Bug Demonstration Steps:

  1. Page 1: Load the operabug.html page describing the bug. Headers "Pragma: no-cache" and "Cache-Control: no-cache" are sent to prevent browser caching of this page. No cookies are set at this point.
  2. Page 2: Load the operabug2.html page, which will present a simple web form. Again the same cache-prevention headers will be sent. No cookies are set yet. The form must be submitted via the POST method.
  3. Step 3: The operabug2.html page will be loaded a second time to process the POST from the form submission from step 2. Once more, cache-prevention headers will be sent. However, instead of returning an actual result page, the response to the POST form submittion will be a 302 redirect back to the operabug.html page. This step WILL SET A COOKIE valid for the entire web site. If cookies are enabled in the browser, and if there are no browser cookie-handling bugs, the page loaded in the next step--reloaded actually, since the browser has seen that page before, but due to no-cache headers, the browser should have to reload it, this time sending the cookie set here in Step 3.
  4. Page 4: Load the operabug.html page a second time, following the above step's 302 redirect, which simultaneously set a cookie. If that cookie is correctly sent back to the web server, this text will be green.

Next Step:

Load page #2 (step 2) by clicking on this link.

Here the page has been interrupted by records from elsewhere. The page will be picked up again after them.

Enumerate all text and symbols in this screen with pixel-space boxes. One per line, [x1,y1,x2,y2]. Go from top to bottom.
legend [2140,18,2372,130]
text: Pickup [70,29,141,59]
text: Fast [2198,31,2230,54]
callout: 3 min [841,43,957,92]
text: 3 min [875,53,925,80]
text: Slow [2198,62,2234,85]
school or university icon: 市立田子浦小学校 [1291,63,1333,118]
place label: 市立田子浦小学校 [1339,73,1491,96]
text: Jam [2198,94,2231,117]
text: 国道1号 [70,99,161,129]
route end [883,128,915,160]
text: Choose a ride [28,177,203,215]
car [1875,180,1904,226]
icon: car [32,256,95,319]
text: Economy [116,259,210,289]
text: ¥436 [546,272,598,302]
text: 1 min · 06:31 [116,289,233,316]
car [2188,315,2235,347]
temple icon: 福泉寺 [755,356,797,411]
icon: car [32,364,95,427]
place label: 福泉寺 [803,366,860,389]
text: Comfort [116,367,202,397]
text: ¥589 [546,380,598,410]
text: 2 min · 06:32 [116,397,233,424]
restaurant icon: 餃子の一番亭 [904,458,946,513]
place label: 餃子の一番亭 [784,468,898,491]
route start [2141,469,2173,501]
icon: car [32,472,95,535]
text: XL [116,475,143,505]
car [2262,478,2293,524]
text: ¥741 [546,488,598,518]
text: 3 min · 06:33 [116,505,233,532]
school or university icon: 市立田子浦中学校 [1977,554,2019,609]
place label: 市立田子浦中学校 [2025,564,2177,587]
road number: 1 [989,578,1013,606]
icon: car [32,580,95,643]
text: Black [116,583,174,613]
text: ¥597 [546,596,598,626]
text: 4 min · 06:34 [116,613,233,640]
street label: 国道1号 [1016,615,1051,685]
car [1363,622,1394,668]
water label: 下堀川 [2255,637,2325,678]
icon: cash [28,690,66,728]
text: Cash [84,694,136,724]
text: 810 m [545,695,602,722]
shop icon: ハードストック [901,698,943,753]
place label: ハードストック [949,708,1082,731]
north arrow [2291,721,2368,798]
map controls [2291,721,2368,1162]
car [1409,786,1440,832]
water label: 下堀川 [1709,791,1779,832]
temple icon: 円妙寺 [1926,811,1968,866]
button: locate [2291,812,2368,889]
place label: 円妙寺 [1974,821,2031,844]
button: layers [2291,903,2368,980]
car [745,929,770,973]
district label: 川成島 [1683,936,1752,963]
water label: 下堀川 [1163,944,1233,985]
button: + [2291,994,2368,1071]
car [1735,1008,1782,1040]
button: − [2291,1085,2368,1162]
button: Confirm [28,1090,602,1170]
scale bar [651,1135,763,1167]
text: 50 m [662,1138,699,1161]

Please note that if you have ALREADY clicked the bug demonstration Test My Browser button, then YOUR BROWSER IS BROKEN!

Opera 9 Bugs:

I've tested this behavior with Opera 9 on Windows XP. Opera doesn't send the cookie set during the 302 redirect to the page redirected to. All other browsers I've tested DO work correctly. After clicking on the Test My Browser button in Opera and the cookie failing to be sent, if the user manually reloads the page, Opera will then correctly send the cookie. The cookie IS set in Opera, Opera just fails to send it. This breaks many web sites that use cookies to let users login. It makes those sites (which require login) utterly unusable in Opera.

To be sure this was an Opera browser issue and NOT a web server or upstream web cache issue, I used Ethereal to sniff the network traffic directly between the web client and the web server (there were no proxies or caches between the two). Sure enough, the HTTP re-request for the initial page DID correctly follow the 302 redirect, and DID correctly make a re-request (thus honoring the "no-cache" directives sent on the first load of that page), but missing was the cookie header even though the network sniff showed a valid cookie was sent to the browser as part of the 302 redirect. Subsequent checking in the Opera 9 browser proved that Opera DID have the cookie. It just didn't send it even though the domain and path and expiration time on the cookie SHOULD HAVE CAUSED THE BROWSER TO SEND THE COOKIE!

Further testing with Opera reveals that this bug ONLY APPEARS if you have the "Accept only cookies from the site I visit" selected in the "Advanced" preferences section under "Cookies". If you instead choose "Accept cookies", there is no bug. THIS IS STILL A BUG WITH OPERA, however, because www.adg.us (this web site) IS the site I visit using Opera, and Opera DOES ACCEPT the cookie (which matches the preferences setting), but Opera DOES NOT SEND THE COOKIE CONSISTENTLY.

The Bug Is Fixed In Opera 9.10

Congratulations, Opera! The bug has been fixed based on testing Opera version 9.10 on both Windows XP and Mac OS X. Thanks, Opera team!